START Data listing
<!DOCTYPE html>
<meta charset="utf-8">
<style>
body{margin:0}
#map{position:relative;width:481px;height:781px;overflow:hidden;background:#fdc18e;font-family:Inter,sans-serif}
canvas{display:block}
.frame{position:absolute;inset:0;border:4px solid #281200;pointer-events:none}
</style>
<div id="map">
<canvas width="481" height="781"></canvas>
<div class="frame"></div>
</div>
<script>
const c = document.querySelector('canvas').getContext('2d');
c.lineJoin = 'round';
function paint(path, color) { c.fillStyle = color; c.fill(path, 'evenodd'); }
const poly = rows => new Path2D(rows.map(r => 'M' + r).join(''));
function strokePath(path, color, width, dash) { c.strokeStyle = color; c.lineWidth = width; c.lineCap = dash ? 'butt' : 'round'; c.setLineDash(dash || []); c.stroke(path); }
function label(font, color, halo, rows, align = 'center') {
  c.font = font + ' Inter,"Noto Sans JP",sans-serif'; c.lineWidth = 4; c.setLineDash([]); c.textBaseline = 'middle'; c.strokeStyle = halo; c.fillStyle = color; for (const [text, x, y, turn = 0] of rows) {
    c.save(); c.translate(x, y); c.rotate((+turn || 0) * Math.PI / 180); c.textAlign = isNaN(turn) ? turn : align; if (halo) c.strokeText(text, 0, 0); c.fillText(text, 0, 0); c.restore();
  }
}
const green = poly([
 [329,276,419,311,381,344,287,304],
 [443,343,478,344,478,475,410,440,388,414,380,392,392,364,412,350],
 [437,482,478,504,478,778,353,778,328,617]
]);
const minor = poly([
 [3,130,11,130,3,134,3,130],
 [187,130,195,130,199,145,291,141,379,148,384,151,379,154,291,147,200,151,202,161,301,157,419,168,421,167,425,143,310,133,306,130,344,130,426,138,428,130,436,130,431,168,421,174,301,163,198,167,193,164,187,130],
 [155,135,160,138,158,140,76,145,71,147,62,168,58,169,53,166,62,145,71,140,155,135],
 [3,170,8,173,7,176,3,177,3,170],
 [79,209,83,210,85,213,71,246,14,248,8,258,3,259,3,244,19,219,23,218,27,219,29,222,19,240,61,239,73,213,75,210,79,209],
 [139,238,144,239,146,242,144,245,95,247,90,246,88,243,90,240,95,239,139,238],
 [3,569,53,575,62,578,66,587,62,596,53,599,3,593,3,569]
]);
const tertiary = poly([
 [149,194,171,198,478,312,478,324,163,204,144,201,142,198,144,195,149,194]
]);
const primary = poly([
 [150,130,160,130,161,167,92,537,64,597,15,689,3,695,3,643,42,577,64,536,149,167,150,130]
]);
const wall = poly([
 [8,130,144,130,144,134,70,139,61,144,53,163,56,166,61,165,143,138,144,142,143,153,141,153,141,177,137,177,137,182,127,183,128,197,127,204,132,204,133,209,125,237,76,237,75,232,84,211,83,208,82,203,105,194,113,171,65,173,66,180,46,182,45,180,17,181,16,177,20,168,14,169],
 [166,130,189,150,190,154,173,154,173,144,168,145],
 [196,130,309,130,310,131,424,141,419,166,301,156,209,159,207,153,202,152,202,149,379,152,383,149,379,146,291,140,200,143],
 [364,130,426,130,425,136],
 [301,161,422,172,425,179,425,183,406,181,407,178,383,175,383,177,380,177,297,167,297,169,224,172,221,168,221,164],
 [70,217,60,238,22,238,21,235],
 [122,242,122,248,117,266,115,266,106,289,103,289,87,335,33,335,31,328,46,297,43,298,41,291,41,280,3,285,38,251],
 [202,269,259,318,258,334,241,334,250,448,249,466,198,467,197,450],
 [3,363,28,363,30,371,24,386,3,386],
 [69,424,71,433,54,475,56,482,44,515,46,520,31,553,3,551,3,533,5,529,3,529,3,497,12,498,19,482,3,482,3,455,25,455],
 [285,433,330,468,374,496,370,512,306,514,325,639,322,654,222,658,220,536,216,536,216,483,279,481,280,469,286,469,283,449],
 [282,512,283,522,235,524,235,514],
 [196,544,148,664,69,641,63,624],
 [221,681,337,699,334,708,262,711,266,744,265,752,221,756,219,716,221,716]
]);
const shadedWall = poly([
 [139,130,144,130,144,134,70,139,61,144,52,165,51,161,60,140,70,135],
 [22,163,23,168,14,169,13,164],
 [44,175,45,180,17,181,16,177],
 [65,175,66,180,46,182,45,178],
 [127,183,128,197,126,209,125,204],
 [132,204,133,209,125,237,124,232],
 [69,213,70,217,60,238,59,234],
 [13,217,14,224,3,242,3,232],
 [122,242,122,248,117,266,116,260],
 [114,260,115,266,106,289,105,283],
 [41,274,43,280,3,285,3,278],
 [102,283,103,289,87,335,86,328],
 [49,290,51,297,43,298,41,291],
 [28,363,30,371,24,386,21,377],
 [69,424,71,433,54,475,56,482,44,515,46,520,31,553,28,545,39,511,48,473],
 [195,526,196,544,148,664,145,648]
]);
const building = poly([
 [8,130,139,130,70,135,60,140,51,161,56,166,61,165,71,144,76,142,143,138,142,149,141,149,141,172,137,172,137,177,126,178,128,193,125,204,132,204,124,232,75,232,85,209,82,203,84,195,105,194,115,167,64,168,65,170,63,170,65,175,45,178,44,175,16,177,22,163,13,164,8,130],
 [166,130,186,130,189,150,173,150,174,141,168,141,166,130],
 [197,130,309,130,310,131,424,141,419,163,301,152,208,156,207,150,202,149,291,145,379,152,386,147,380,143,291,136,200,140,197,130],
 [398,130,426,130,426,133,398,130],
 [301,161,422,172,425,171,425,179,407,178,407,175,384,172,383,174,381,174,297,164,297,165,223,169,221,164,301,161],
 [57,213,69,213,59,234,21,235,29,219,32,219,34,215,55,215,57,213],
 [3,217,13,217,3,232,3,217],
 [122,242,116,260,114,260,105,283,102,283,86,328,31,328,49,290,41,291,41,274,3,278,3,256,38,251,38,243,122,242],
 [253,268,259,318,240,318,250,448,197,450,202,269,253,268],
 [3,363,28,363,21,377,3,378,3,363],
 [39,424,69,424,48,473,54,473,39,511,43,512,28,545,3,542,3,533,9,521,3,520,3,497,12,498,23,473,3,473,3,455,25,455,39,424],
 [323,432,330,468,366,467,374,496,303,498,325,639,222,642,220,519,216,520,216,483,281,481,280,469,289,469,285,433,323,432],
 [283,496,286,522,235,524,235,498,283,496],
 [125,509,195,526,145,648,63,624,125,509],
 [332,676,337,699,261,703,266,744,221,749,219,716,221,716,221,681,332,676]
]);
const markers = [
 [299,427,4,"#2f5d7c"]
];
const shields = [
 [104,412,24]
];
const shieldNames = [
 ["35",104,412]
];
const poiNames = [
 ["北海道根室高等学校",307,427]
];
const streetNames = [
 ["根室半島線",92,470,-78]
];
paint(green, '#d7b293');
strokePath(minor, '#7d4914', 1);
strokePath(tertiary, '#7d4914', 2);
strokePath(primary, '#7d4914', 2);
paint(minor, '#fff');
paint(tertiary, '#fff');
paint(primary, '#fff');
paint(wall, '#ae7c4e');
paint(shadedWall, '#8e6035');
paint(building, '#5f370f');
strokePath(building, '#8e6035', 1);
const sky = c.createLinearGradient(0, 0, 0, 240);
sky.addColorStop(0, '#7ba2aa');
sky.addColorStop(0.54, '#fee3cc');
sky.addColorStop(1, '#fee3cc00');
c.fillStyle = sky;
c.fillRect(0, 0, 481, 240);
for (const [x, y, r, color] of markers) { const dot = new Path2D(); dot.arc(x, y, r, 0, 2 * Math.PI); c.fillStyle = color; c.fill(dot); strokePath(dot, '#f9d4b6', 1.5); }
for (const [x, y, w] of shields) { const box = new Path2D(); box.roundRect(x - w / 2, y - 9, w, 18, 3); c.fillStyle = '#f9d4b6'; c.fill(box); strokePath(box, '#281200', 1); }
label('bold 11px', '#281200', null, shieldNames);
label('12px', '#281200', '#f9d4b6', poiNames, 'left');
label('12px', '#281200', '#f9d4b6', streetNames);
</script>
END Data listing
* Exercise directions
The answer must be all the lines above that hold the word "fillStyle".

* Answer box
function paint(path, color) { c.fillStyle = color; c.fill(path, 'evenodd'); }
  c.font = font + ' Inter,"Noto Sans JP",sans-serif'; c.lineWidth = 4; c.setLineDash([]); c.textBaseline = 'middle'; c.strokeStyle = halo; c.fillStyle = color; for (const [text, x, y, turn = 0] of rows) {
c.fillStyle = sky;
for (const [x, y, r, color] of markers) { const dot = new Path2D(); dot.arc(x, y, r, 0, 2 * Math.PI); c.fillStyle = color; c.fill(dot); strokePath(dot, '#f9d4b6', 1.5); }
for (const [x, y, w] of shields) { const box = new Path2D(); box.roundRect(x - w / 2, y - 9, w, 18, 3); c.fillStyle = '#f9d4b6'; c.fill(box); strokePath(box, '#281200', 1); }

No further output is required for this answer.